### Provided data
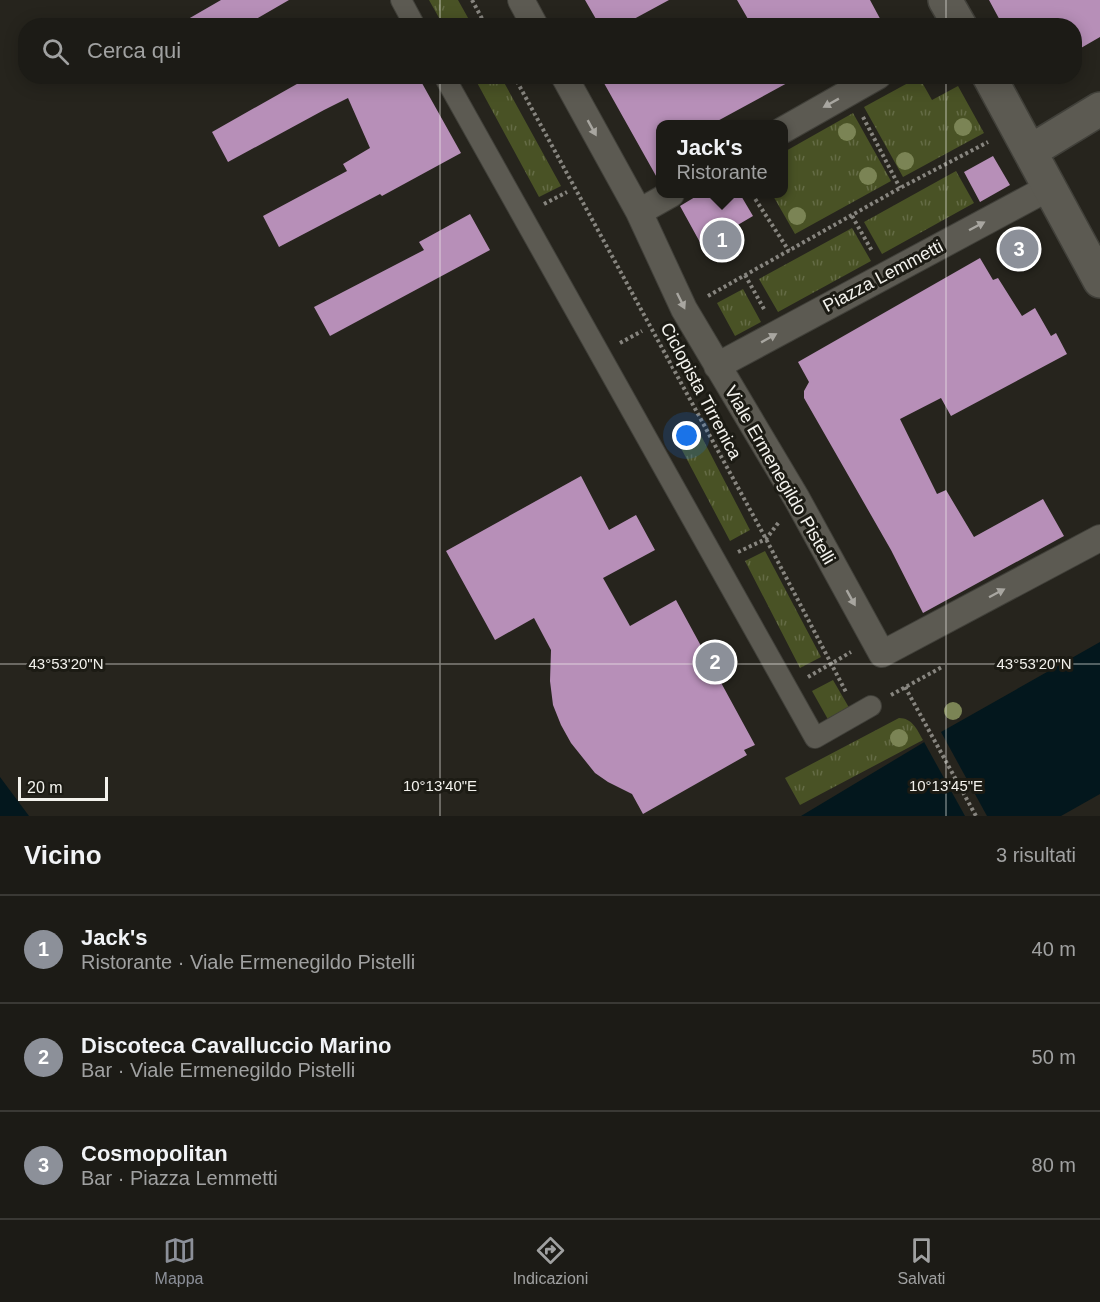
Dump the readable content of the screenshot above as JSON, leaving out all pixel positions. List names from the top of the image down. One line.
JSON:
{"streets":{"street":["Piazza Lemmetti","Viale Ermenegildo Pistelli"],"path":["Ciclopista Tirrenica"]},"crossings":[["Piazza Lemmetti","Viale Ermenegildo Pistelli"]],"scale_bar":"20 m","page":{"search":"Cerca qui","popup":["Jack's","Ristorante"],"pins":["1","3","2"],"scale":"20 m","heading":["Vicino","3 risultati"],"list":[{"mark":"1","name":"Jack's","note":"Ristorante · Viale Ermenegildo Pistelli","value":"40 m"},{"mark":"2","name":"Discoteca Cavalluccio Marino","note":"Bar · Viale Ermenegildo Pistelli","value":"50 m"},{"mark":"3","name":"Cosmopolitan","note":"Bar · Piazza Lemmetti","value":"80 m"}],"nav":["Mappa","Indicazioni","Salvati"]},"coordinates":["43°53'20\"N","10°13'40\"E","10°13'45\"E"]}
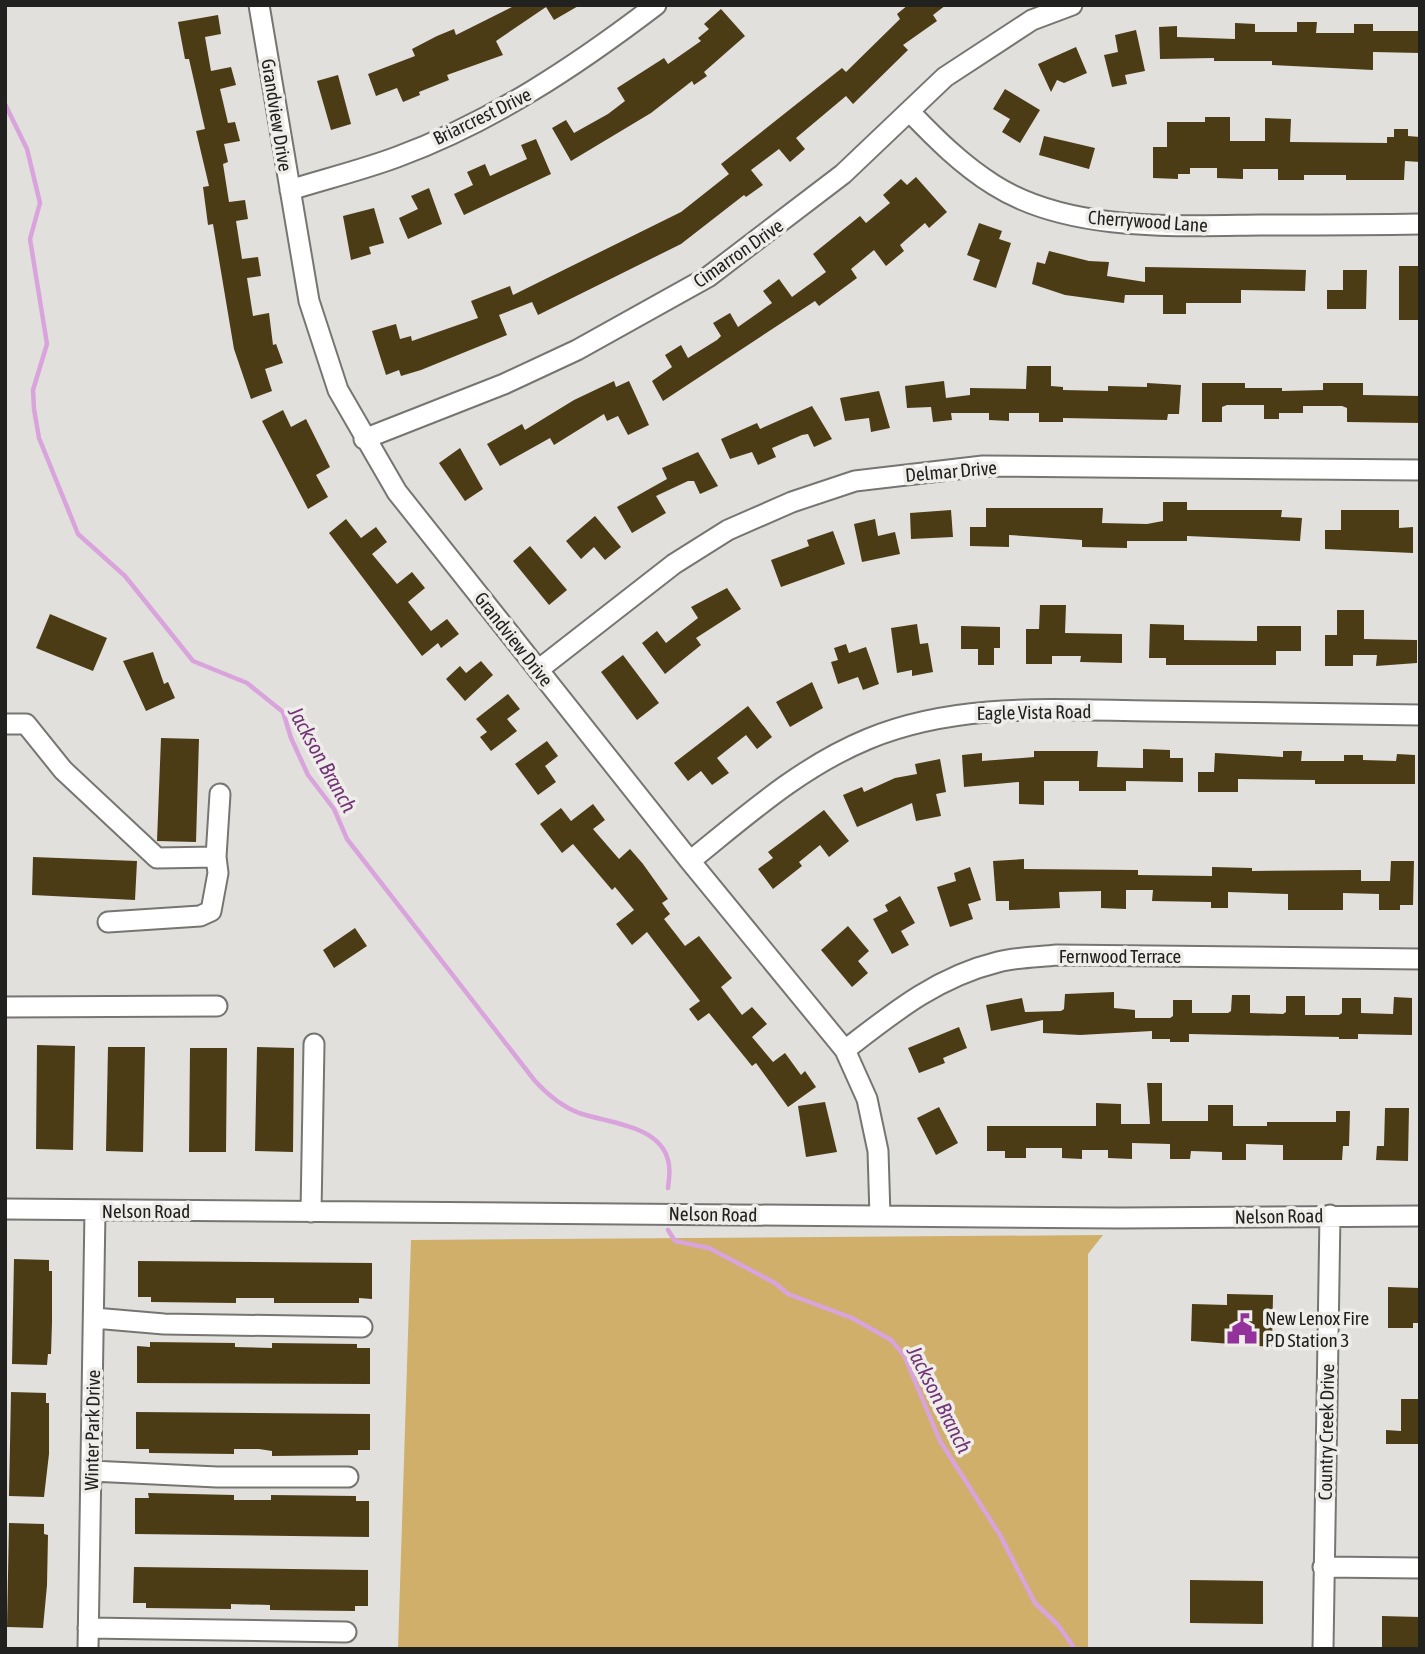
######
**Brief**
Restate the listing above word for word and skip each picture.

**Written response**
Dump the readable content of the screenshot above as JSON, leaving out all pixel positions. List names from the top of the image down. One line.
JSON:
{"streets":{"street":["Piazza Lemmetti","Viale Ermenegildo Pistelli"],"path":["Ciclopista Tirrenica"]},"crossings":[["Piazza Lemmetti","Viale Ermenegildo Pistelli"]],"scale_bar":"20 m","page":{"search":"Cerca qui","popup":["Jack's","Ristorante"],"pins":["1","3","2"],"scale":"20 m","heading":["Vicino","3 risultati"],"list":[{"mark":"1","name":"Jack's","note":"Ristorante · Viale Ermenegildo Pistelli","value":"40 m"},{"mark":"2","name":"Discoteca Cavalluccio Marino","note":"Bar · Viale Ermenegildo Pistelli","value":"50 m"},{"mark":"3","name":"Cosmopolitan","note":"Bar · Piazza Lemmetti","value":"80 m"}],"nav":["Mappa","Indicazioni","Salvati"]},"coordinates":["43°53'20\"N","10°13'40\"E","10°13'45\"E"]}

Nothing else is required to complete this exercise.